Examples of such protecting groups include esters of carboxylic
acids, silyl ethers of alcohols, and acetals and ketals of
aldehydes and ketones, respectively. The field of protecting group
chemistry has been reviewed (Greene, T. W.; Wuts, P. G. M.
Protective Groups in Organic Synthesis, 2.sup.nd ed.; Wiley: New
York, 1991).
[0040] In general, "low solubility" means that the agent is only
very slightly soluble in aqueous solutions having pH in the range
of about 5 to about 8, and in particular to physiologic solutions,
such as blood, blood plasma, etc.

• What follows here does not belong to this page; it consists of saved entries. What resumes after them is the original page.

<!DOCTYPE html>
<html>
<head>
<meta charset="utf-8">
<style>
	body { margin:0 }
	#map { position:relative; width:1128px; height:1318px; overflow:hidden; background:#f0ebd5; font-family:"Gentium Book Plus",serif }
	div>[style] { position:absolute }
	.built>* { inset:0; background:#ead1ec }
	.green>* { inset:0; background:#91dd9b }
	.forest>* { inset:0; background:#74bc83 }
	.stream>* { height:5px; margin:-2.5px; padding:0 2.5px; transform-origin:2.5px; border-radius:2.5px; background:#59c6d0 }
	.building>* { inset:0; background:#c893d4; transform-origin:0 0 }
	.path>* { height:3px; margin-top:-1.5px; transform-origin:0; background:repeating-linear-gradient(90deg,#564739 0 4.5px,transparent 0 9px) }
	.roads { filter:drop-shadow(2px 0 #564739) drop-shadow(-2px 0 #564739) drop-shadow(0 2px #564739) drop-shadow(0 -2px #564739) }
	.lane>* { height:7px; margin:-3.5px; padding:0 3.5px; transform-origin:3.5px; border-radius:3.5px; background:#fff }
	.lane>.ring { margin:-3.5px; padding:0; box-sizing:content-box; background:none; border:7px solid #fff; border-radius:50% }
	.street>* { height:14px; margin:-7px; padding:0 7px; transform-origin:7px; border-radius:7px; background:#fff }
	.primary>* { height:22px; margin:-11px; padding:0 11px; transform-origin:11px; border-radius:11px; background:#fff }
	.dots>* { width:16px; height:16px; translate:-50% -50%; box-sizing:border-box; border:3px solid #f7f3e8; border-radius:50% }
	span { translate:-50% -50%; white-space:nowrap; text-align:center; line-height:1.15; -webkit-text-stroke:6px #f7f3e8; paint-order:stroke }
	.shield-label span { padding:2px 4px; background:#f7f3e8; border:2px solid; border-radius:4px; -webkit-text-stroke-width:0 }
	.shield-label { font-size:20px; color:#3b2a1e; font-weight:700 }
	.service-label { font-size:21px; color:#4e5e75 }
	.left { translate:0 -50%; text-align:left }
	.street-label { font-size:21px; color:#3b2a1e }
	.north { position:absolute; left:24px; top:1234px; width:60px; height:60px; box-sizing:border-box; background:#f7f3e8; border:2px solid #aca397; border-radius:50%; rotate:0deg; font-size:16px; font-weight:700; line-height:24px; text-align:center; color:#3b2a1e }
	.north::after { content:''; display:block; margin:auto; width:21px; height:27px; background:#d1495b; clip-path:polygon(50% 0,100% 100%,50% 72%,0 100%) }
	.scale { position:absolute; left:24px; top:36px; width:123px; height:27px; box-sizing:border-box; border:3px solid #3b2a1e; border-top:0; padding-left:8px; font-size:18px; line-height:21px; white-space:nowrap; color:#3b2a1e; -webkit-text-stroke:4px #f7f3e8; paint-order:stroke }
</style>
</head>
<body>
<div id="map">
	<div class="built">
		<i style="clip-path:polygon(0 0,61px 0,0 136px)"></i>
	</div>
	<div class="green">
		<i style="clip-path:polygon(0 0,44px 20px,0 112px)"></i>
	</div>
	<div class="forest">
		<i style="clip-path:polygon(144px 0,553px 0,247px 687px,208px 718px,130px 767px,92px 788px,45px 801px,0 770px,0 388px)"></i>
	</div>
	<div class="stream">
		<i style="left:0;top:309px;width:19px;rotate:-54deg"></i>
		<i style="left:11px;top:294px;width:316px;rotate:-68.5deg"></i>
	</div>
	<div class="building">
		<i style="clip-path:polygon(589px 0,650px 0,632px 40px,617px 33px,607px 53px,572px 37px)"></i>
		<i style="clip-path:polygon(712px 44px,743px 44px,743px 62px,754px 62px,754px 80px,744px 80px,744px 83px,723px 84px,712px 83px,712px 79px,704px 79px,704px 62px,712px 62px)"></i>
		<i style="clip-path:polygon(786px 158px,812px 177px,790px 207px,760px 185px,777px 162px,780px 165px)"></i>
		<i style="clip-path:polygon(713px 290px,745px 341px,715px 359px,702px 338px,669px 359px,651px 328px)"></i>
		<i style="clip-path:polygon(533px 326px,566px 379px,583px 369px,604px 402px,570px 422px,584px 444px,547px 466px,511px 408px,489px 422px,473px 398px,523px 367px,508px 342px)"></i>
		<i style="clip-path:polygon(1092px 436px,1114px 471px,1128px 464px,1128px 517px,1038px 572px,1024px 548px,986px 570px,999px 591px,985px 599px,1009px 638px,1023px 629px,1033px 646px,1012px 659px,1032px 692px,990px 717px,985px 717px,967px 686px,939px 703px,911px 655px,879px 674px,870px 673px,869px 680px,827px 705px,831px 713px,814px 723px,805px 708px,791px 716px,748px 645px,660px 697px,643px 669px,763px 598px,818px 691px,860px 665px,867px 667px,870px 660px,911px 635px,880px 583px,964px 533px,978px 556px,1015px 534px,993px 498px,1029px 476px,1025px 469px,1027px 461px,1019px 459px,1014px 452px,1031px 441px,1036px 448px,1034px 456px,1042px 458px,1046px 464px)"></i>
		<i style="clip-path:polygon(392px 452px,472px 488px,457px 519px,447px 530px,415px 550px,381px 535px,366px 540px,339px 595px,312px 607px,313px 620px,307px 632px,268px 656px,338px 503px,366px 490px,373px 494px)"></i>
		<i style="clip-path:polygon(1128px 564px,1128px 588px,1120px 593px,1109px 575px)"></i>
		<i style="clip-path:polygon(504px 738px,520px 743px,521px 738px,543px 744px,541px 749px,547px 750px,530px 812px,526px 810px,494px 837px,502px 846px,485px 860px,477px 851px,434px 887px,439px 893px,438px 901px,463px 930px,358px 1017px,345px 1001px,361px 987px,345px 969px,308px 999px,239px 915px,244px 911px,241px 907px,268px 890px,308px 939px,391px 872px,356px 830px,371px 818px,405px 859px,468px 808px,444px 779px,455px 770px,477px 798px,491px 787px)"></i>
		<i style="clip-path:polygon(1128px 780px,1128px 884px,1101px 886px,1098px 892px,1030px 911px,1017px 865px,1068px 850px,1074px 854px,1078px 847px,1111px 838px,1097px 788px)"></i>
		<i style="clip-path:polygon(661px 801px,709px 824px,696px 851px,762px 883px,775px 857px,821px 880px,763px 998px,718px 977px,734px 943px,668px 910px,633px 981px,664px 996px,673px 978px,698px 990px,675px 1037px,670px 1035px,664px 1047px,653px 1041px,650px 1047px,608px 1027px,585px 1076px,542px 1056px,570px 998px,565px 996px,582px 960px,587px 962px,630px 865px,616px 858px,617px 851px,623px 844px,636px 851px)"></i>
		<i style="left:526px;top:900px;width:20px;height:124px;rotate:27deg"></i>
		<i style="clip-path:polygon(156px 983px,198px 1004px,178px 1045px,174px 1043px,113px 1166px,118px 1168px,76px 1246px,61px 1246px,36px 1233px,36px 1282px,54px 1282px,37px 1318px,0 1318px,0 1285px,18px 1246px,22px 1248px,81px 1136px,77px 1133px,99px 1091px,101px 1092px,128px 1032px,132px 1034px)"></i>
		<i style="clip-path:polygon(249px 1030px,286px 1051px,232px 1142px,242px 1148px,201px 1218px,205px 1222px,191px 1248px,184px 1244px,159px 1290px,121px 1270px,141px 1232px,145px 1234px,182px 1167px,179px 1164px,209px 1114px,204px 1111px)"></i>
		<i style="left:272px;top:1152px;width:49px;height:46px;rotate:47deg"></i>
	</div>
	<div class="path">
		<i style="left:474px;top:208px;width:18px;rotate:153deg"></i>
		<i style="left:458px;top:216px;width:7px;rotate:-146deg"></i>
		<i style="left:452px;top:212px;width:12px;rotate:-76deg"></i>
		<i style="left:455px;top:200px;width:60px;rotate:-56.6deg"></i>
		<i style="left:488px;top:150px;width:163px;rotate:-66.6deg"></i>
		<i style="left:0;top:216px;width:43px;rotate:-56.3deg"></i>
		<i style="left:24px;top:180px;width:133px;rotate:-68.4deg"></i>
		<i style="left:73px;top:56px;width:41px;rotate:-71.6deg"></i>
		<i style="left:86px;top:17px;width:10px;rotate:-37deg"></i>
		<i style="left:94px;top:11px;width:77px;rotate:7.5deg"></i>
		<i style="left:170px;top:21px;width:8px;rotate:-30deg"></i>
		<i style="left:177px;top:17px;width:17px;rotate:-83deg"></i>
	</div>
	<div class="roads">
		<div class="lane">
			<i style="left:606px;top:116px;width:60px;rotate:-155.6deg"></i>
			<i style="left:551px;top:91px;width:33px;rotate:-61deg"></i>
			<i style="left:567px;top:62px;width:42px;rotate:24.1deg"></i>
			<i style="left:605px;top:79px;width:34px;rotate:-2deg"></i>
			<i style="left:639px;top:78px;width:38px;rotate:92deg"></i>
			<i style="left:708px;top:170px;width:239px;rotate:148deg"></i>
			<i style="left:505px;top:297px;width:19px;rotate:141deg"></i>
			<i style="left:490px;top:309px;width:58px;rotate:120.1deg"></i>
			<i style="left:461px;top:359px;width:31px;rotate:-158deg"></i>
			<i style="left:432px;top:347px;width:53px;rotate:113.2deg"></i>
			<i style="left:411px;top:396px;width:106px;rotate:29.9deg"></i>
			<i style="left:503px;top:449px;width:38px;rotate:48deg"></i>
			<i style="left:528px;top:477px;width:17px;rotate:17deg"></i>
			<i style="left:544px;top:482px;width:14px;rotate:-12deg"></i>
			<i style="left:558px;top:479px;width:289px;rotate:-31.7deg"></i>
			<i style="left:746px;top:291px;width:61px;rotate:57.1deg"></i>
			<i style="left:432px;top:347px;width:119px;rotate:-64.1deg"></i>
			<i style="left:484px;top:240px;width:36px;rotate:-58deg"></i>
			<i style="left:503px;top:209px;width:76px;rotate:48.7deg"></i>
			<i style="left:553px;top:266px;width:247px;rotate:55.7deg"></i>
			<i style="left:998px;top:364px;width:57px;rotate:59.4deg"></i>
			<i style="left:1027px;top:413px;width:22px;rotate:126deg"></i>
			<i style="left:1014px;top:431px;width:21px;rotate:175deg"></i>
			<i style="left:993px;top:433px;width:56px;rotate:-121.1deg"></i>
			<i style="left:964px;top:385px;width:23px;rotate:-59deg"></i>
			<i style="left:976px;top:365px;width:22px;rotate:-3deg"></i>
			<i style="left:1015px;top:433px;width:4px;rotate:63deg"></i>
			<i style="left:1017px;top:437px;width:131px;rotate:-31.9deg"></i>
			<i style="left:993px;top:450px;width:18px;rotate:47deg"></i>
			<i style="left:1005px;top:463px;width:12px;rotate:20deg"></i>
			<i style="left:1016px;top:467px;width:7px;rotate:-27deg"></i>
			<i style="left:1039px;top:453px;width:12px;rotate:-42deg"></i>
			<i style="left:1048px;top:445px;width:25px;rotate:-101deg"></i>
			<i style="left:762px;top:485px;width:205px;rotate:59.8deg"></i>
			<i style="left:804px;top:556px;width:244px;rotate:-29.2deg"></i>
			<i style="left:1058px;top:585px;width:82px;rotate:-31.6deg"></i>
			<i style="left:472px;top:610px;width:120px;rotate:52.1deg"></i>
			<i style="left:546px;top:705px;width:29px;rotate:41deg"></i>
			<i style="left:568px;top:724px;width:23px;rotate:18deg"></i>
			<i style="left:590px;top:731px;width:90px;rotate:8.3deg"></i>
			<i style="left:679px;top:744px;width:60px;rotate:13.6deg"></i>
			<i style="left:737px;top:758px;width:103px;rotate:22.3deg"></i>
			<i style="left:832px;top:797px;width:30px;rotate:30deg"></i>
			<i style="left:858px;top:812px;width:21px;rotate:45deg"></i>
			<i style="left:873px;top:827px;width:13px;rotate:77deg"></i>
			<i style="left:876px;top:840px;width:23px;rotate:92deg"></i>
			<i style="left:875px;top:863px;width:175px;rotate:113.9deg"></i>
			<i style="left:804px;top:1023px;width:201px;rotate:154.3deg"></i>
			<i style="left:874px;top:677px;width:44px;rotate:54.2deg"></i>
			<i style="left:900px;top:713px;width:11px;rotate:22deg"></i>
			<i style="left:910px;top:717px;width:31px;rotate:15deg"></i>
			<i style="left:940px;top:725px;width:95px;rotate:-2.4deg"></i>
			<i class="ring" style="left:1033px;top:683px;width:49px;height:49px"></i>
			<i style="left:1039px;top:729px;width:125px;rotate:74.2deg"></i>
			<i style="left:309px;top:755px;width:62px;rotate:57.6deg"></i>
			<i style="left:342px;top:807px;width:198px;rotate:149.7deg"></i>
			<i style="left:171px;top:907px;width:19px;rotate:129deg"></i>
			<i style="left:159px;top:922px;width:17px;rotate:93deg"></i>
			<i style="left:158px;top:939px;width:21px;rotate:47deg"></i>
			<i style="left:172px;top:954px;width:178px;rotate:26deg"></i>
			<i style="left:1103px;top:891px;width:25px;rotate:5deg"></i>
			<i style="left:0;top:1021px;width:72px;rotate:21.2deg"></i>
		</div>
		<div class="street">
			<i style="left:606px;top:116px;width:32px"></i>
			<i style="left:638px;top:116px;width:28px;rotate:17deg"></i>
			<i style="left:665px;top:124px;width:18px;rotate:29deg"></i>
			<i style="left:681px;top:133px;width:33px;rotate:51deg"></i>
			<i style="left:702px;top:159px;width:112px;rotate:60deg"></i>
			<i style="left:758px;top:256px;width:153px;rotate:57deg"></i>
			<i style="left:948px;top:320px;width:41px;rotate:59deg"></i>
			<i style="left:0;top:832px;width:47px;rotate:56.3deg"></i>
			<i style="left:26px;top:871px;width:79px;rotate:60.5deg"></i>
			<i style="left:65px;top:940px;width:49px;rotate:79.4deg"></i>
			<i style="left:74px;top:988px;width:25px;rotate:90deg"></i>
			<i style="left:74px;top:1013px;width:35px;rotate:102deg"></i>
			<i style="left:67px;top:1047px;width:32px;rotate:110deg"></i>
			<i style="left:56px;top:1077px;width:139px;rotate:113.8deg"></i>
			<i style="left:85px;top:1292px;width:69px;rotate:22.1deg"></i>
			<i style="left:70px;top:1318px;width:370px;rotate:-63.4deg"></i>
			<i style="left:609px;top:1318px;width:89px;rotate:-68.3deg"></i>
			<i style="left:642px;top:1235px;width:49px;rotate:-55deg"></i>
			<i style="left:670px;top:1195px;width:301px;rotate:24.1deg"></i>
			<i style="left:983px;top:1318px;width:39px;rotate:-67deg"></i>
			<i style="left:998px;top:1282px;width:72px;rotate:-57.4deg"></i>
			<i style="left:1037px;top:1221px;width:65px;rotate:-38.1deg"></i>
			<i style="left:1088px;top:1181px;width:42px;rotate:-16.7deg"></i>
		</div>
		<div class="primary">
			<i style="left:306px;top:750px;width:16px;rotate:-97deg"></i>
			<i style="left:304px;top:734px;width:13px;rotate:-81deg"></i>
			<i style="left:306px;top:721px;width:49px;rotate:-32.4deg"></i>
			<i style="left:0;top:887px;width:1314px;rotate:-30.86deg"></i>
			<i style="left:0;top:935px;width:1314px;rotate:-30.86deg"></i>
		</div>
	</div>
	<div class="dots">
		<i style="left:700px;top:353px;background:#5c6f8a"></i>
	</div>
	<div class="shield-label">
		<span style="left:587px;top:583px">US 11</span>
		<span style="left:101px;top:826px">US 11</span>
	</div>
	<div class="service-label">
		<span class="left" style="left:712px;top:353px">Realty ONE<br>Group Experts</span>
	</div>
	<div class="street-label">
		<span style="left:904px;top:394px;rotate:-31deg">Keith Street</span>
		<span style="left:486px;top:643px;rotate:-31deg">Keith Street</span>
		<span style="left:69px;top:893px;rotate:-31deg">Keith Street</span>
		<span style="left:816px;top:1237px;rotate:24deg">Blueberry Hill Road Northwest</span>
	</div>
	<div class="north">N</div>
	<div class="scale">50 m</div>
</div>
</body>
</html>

Some agents, e.g., low-solubility
agents, will have solubilities of less than about 5 mg/ml, less
than about 1 mg/ml, preferably less than about 100 .mu.g/ml, or
even less than about 20 .mu.g/ml. More preferably, the solubility
is less than about 15 .mu.g/ml, and even more preferably less than
about 10 .mu.g/ml. Solubility is in water at a temperature of
25.degree. C. as measured by the procedures set forth in the 1995
USP, unless otherwise stated. This includes compounds which are
slightly soluble (about 10 mg/ml to about 1 mg/ml), very slightly
soluble (about 1 mg/ml to about 0.1 mg/ml) and practically
insoluble or insoluble compounds (less than about 0.1 mg/ml,
preferably less than about 0.01 mg/ml).